ACTION ITEM: What should you transcribe? Every line from the top of the records below through the line with "const poly = rows", exactly, and no pictures.

RECORDS SUPPLIED:
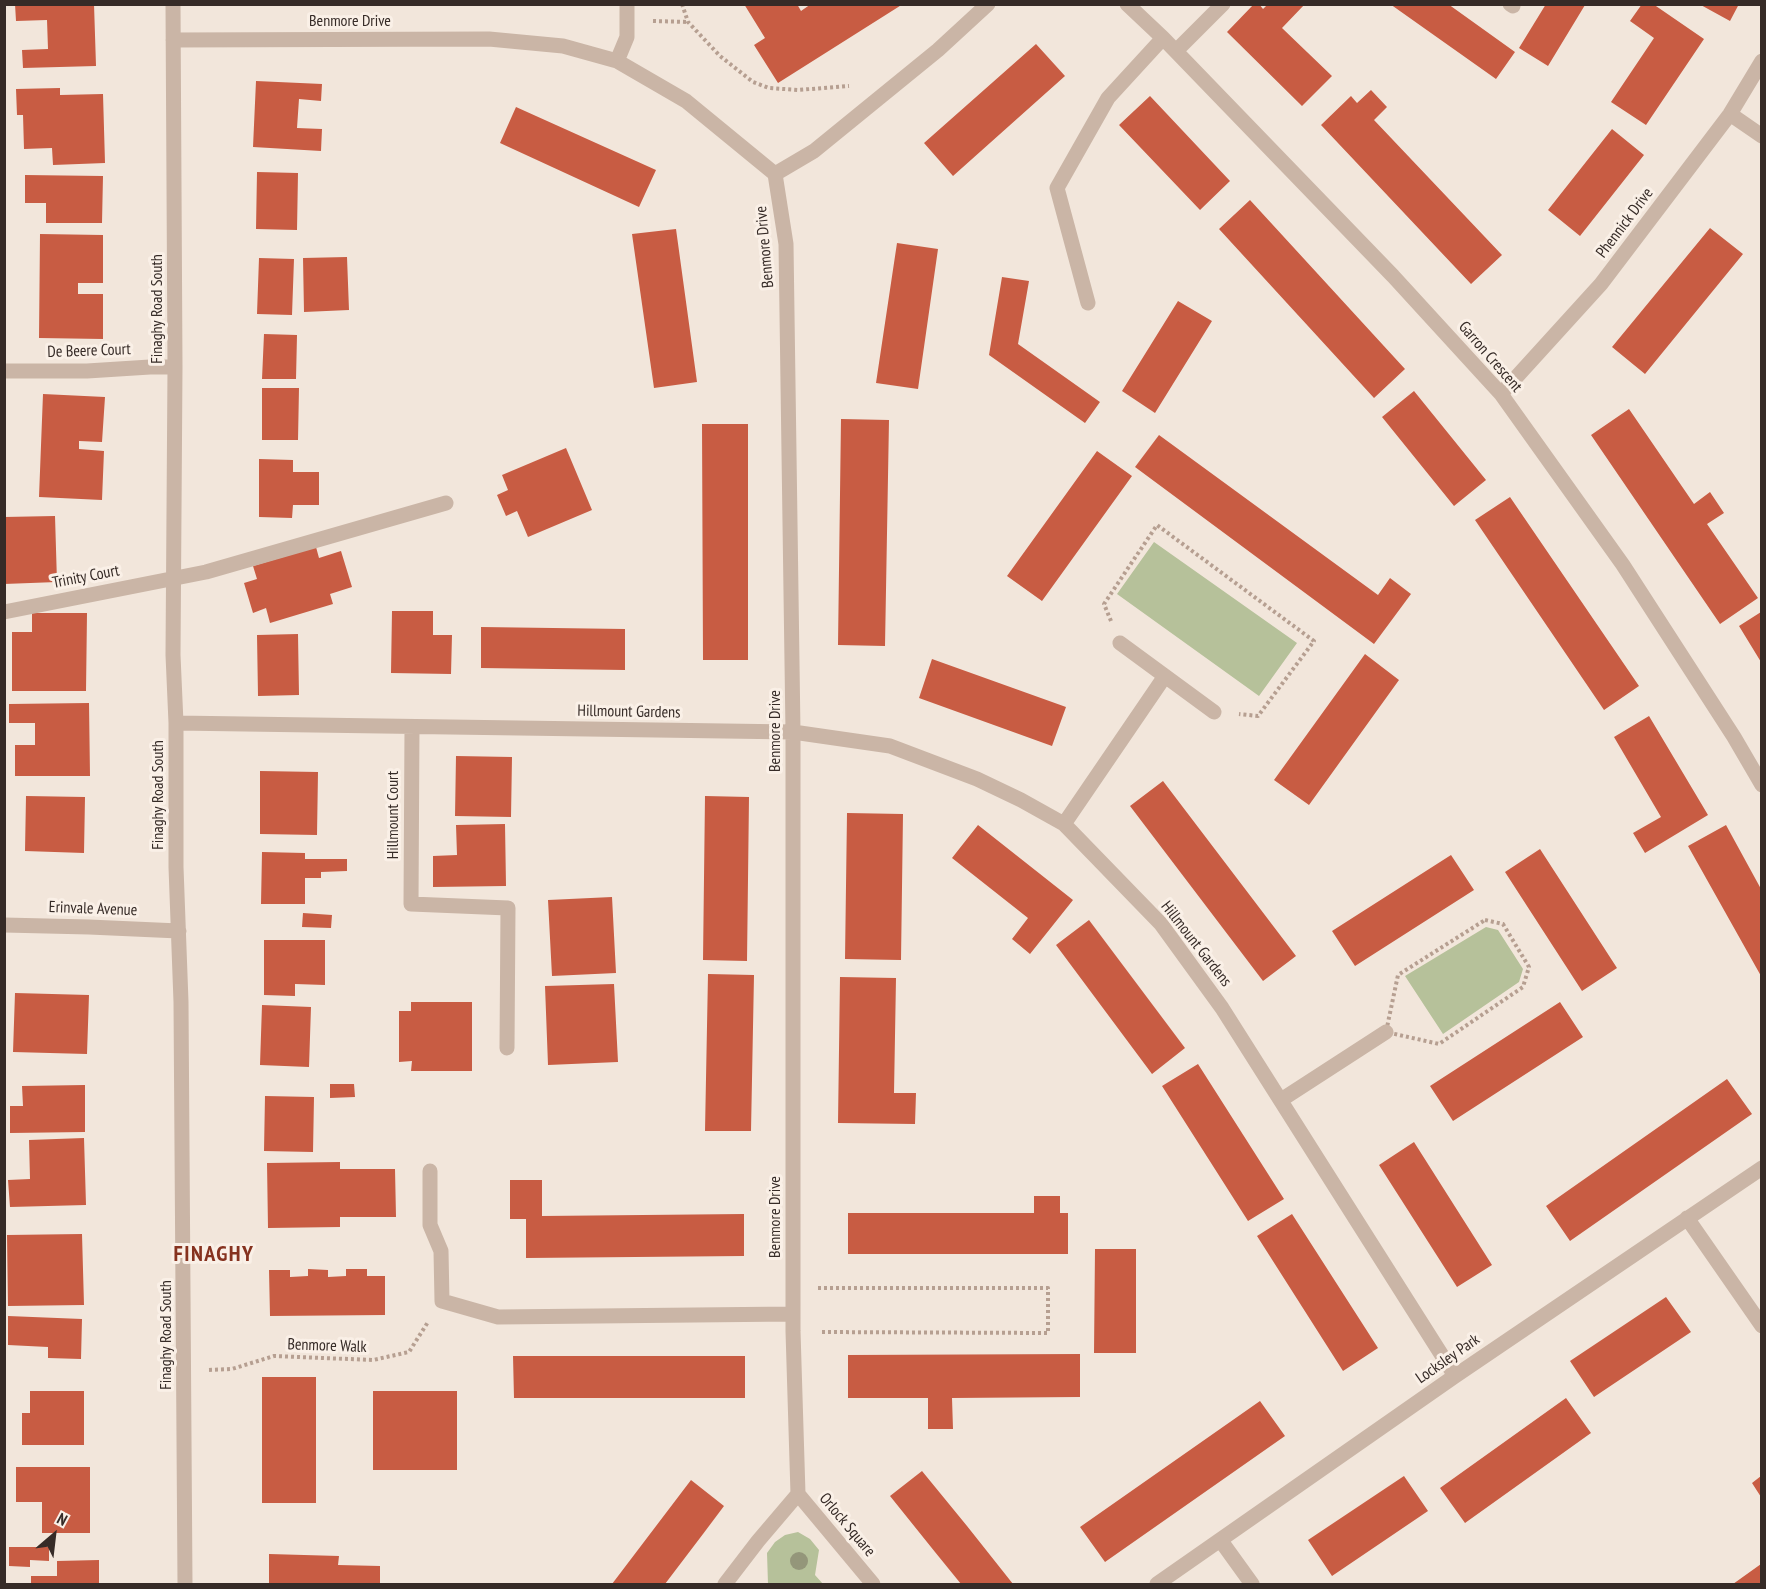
<!DOCTYPE html>
<style>
body{margin:0}
#map{position:relative;width:1766px;height:1589px;overflow:hidden;background:#f2e6db;font-family:"PT Sans Narrow",sans-serif}
canvas{display:block}
.frame{position:absolute;inset:0;border:6px solid #362b27;pointer-events:none}
.north{position:absolute;left:24px;top:1505px;width:60px;height:60px;-webkit-text-stroke:4px #faf0e7;paint-order:stroke;rotate:28deg;font-size:16px;font-weight:700;line-height:24px;text-align:center;color:#362b27}
.north::after{content:'';display:block;margin:auto;width:21px;height:27px;background:#362b27;clip-path:polygon(50% 0,100% 100%,50% 72%,0 100%)}
</style>
<div id="map">
<canvas width="1766" height="1589"></canvas>
<div class="frame"></div>
<div class="north">N</div>
</div>
<script>
const ctx = document.querySelector('canvas').getContext('2d');
ctx.lineJoin = 'round';
function fillPath(path, color) { ctx.fillStyle = color; ctx.fill(path, 'evenodd'); }
const poly = rows => new Path2D(rows.map(r => 'M' + r).join(''));
function stroke(path, color, width, dash) { ctx.strokeStyle = color; ctx.lineWidth = width; ctx.lineCap = dash ? 'butt' : 'round'; ctx.setLineDash(dash || []); ctx.stroke(path); }
function drawText(font, color, halo, rows, align = 'center') {
  ctx.font = font + ' "PT Sans Narrow",sans-serif'; ctx.lineWidth = 6; ctx.setLineDash([]); ctx.textBaseline = 'middle'; ctx.strokeStyle = halo; ctx.fillStyle = color; for (const [text, x, y, turn = 0] of rows) {
    ctx.save(); ctx.translate(x, y); ctx.rotate((+turn || 0) * Math.PI / 180); ctx.textAlign = isNaN(turn) ? turn : align; if (halo) ctx.strokeText(text, 0, 0); ctx.fillText(text, 0, 0); ctx.restore();
  }
}
fillPath(poly([
 [1154,542,1297,643,1259,696,1117,594],
 [1486,927,1498,930,1523,969,1519,982,1443,1034,1405,976],
 [798,1532,810,1539,819,1550,815,1575,823,1584,768,1584,767,1553,775,1542,785,1535]
]), '#b6c19a');
fillPath(poly([
 [15,4,94,4,96,66,23,68,22,50,48,49,47,20,16,21],
 [744,4,797,4,801,11,811,4,903,4,778,83,754,45,765,38],
 [1254,4,1259,4,1263,9,1268,4,1305,4,1282,28,1332,76,1302,106,1227,32],
 [1390,4,1448,4,1515,52,1496,79],
 [1546,4,1585,5,1548,66,1519,48],
 [1642,4,1653,4,1704,39,1646,125,1611,102,1654,38,1630,21],
 [1699,4,1739,4,1730,21],
 [1036,44,1065,76,953,176,924,143],
 [256,81,322,84,321,101,299,99,297,128,322,129,321,151,253,147],
 [60,88,60,95,103,94,105,163,53,165,52,148,24,149,23,115,17,115,16,89],
 [1371,90,1387,107,1374,120,1502,255,1471,284,1321,125,1351,96,1357,103],
 [1150,96,1230,181,1200,210,1119,125],
 [516,107,656,170,639,207,500,143],
 [1612,129,1644,155,1580,236,1548,210],
 [257,172,298,173,297,230,256,229],
 [25,175,103,176,102,223,46,223,46,203,25,203],
 [1250,200,1405,369,1374,398,1219,229],
 [1710,228,1743,254,1645,374,1612,347],
 [676,229,697,382,654,388,632,234],
 [40,234,103,235,103,283,78,283,78,294,103,294,103,339,39,338],
 [897,243,938,249,918,389,876,383],
 [347,257,349,310,304,312,303,258],
 [259,258,294,259,292,315,257,314],
 [1002,277,1029,281,1018,344,1100,402,1085,423,989,355],
 [1178,301,1212,321,1155,413,1122,391],
 [264,334,297,335,296,379,262,379],
 [262,388,299,388,298,440,262,440],
 [1414,391,1486,480,1454,506,1382,417],
 [43,394,105,397,102,442,79,441,79,449,104,451,102,500,39,497],
 [1629,409,1694,504,1710,492,1724,513,1707,524,1758,598,1720,624,1591,435],
 [841,419,889,420,885,646,838,645],
 [702,424,748,424,748,660,703,660],
 [1159,435,1378,595,1390,578,1411,594,1374,644,1135,467],
 [566,448,592,510,528,537,517,511,506,516,497,495,508,490,502,475],
 [1097,451,1132,476,1042,601,1007,576],
 [259,459,293,460,293,472,319,472,319,505,293,505,292,518,259,517],
 [1510,497,1639,686,1604,710,1475,520],
 [55,516,57,582,4,584,4,517],
 [316,547,319,558,341,551,352,587,330,594,333,604,270,623,266,608,253,613,244,583,257,579,253,566],
 [392,611,433,611,433,635,452,635,451,674,391,673],
 [1761,612,1761,662,1739,626],
 [32,613,87,613,86,691,12,691,12,632,32,632],
 [481,627,625,629,625,670,481,668],
 [298,634,299,695,258,696,257,635],
 [1365,654,1399,680,1309,805,1274,780],
 [932,659,1066,707,1052,746,919,698],
 [89,703,90,776,15,776,15,745,35,745,35,723,9,723,9,704],
 [1649,716,1708,815,1645,853,1633,833,1661,817,1614,737],
 [456,756,512,757,511,817,455,816],
 [260,771,318,772,317,835,260,834],
 [1163,781,1296,956,1263,981,1130,806],
 [26,796,85,797,84,853,25,851],
 [705,796,749,797,747,961,703,960],
 [847,813,903,814,901,960,845,959],
 [505,824,506,886,433,887,433,856,457,855,456,825],
 [978,825,1073,900,1030,954,1012,939,1028,918,952,858],
 [1726,825,1761,889,1761,976,1688,846],
 [1540,849,1617,968,1582,991,1505,872],
 [262,852,305,853,305,859,347,859,347,871,321,872,321,878,305,878,305,904,261,904],
 [1451,855,1474,890,1355,966,1332,931],
 [612,897,616,973,552,976,548,900],
 [303,913,332,915,331,928,302,927],
 [1089,920,1185,1048,1152,1074,1056,945],
 [264,940,325,940,325,985,295,984,295,996,264,995],
 [708,974,754,975,751,1131,705,1131],
 [840,977,896,978,894,1093,916,1093,915,1124,838,1123],
 [614,984,618,1062,548,1065,545,986],
 [15,993,89,995,87,1054,13,1052],
 [411,1002,472,1002,472,1071,411,1071,412,1061,399,1062,399,1011,411,1011],
 [1560,1002,1583,1037,1453,1121,1430,1086],
 [262,1005,311,1007,309,1067,260,1065],
 [1198,1064,1284,1199,1248,1221,1162,1086],
 [1727,1079,1752,1114,1570,1241,1546,1206],
 [330,1084,354,1084,355,1097,330,1098],
 [85,1085,85,1132,10,1133,10,1106,23,1106,22,1086],
 [265,1096,314,1097,313,1152,264,1151],
 [84,1138,86,1205,10,1207,8,1180,30,1179,29,1140],
 [1414,1142,1492,1265,1457,1287,1379,1165],
 [340,1162,340,1169,395,1169,396,1217,340,1217,340,1227,268,1228,267,1163],
 [510,1180,542,1180,542,1216,744,1214,744,1256,526,1258,526,1219,510,1219],
 [1034,1196,1060,1196,1060,1213,1068,1213,1068,1254,848,1254,848,1213,1034,1213],
 [1292,1214,1378,1348,1343,1371,1257,1236],
 [82,1234,84,1305,8,1306,7,1235],
 [1095,1249,1136,1249,1136,1353,1094,1353],
 [308,1269,328,1270,328,1277,346,1276,346,1269,367,1269,367,1276,385,1276,385,1315,270,1316,269,1270,290,1270,290,1277,308,1276],
 [1666,1297,1691,1332,1594,1397,1570,1361],
 [8,1316,82,1319,81,1359,48,1358,48,1347,8,1345],
 [1080,1354,1080,1397,952,1398,953,1429,928,1429,928,1398,848,1398,848,1355],
 [513,1356,745,1356,745,1398,514,1398],
 [262,1377,316,1377,316,1503,262,1503],
 [30,1391,84,1391,84,1445,22,1445,22,1413,30,1413],
 [373,1391,457,1391,457,1470,373,1470],
 [1566,1398,1591,1433,1465,1523,1440,1488],
 [1260,1401,1285,1436,1105,1562,1080,1527],
 [16,1467,90,1467,90,1533,42,1533,42,1502,16,1502],
 [922,1471,967,1526,1013,1584,961,1584,935,1552,890,1496],
 [1404,1476,1428,1511,1332,1576,1308,1540],
 [1761,1476,1761,1497,1752,1483],
 [691,1480,724,1506,703,1534,665,1584,612,1584],
 [9,1547,49,1547,49,1561,30,1560,30,1567,9,1566],
 [269,1554,339,1556,338,1565,380,1566,380,1584,269,1584],
 [99,1560,99,1584,31,1584,31,1576,57,1576,57,1561],
 [1761,1564,1761,1584,1733,1584]
]), '#c85c43');
stroke(poly([
 [682,4,688,22,720,56,753,82,769,88,798,90,849,86],
 [653,21,688,22],
 [1111,621,1104,604,1157,525,1314,641,1258,716,1239,714],
 [1485,920,1503,924,1529,967,1523,987,1439,1044,1386,1032,1398,975,1485,920],
 [818,1288,1048,1288,1048,1333,819,1332],
 [209,1370,232,1369,274,1356,373,1360,409,1352,428,1322]
]), '#b69f91', 4, [3, 3]);
stroke(poly([
 [173,4,175,367,173,655,176,723,176,867,181,1002,185,1584],
 [1127,4,1163,38,1393,276,1501,394,1623,565,1734,737,1762,785],
 [1510,4,1513,6],
 [173,40,489,39,563,46,617,61,686,101,775,174,786,244,793,732,793,1331,798,1494],
 [1176,51,1223,4],
 [617,61,627,37,627,4],
 [1730,114,1762,136],
 [775,174,814,151,938,50,988,4],
 [1088,303,1057,188,1108,98,1163,38],
 [4,371,87,371,150,367,175,367],
 [1501,394,1601,284,1730,114,1762,61],
 [4,612,206,572,446,503],
 [1120,643,1214,712],
 [176,723,793,732,890,746,977,779,1021,800,1064,824,1161,924,1222,1008,1455,1376],
 [412,727,411,904,508,908,507,1048],
 [1064,824,1165,676],
 [4,925,89,927,179,931],
 [1281,1100,1386,1032],
 [430,1171,430,1225,441,1251,442,1301,498,1317,793,1314],
 [1687,1218,1762,1326],
 [1221,1541,1252,1584],
 [725,1584,758,1541,798,1494,873,1584],
 [1157,1584,1455,1376,1762,1168]
]), '#cab5a6', 15);
ctx.fillStyle = '#94967a';
for (const [x, y] of [
 [799,1561]
]) { ctx.beginPath(); ctx.arc(x, y, 9, 0, 2 * Math.PI); ctx.fill(); }
drawText('16px', '#362b27', '#faf0e7', [
 ["Benmore Drive",350,21],
 ["Phennick Drive",1625,223,-53],
 ["Benmore Drive",765,247,-95],
 ["Finaghy Road South",157,309,-90],
 ["De Beere Court",89,351,-2],
 ["Garron Crescent",1490,357,49],
 ["Trinity Court",86,577,-11],
 ["Hillmount Gardens",629,712,1],
 ["Benmore Drive",775,731,-90],
 ["Finaghy Road South",158,795,-90],
 ["Hillmount Court",393,815,-90],
 ["Erinvale Avenue",93,909,2],
 ["Hillmount Gardens",1196,944,52],
 ["Benmore Drive",775,1217,-90],
 ["Finaghy Road South",166,1335,-90],
 ["Benmore Walk",327,1346,2],
 ["Locksley Park",1448,1359,-35],
 ["Orlock Square",847,1525,50]
]);
ctx.letterSpacing = '1.5px';
drawText('bold 22px', '#86321f', '#faf0e7', [
 ["FINAGHY",214,1255]
]);
ctx.letterSpacing = '0px';
</script>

RESPONSE TO THE TASK:
<!DOCTYPE html>
<style>
body{margin:0}
#map{position:relative;width:1766px;height:1589px;overflow:hidden;background:#f2e6db;font-family:"PT Sans Narrow",sans-serif}
canvas{display:block}
.frame{position:absolute;inset:0;border:6px solid #362b27;pointer-events:none}
.north{position:absolute;left:24px;top:1505px;width:60px;height:60px;-webkit-text-stroke:4px #faf0e7;paint-order:stroke;rotate:28deg;font-size:16px;font-weight:700;line-height:24px;text-align:center;color:#362b27}
.north::after{content:'';display:block;margin:auto;width:21px;height:27px;background:#362b27;clip-path:polygon(50% 0,100% 100%,50% 72%,0 100%)}
</style>
<div id="map">
<canvas width="1766" height="1589"></canvas>
<div class="frame"></div>
<div class="north">N</div>
</div>
<script>
const ctx = document.querySelector('canvas').getContext('2d');
ctx.lineJoin = 'round';
function fillPath(path, color) { ctx.fillStyle = color; ctx.fill(path, 'evenodd'); }
const poly = rows => new Path2D(rows.map(r => 'M' + r).join(''));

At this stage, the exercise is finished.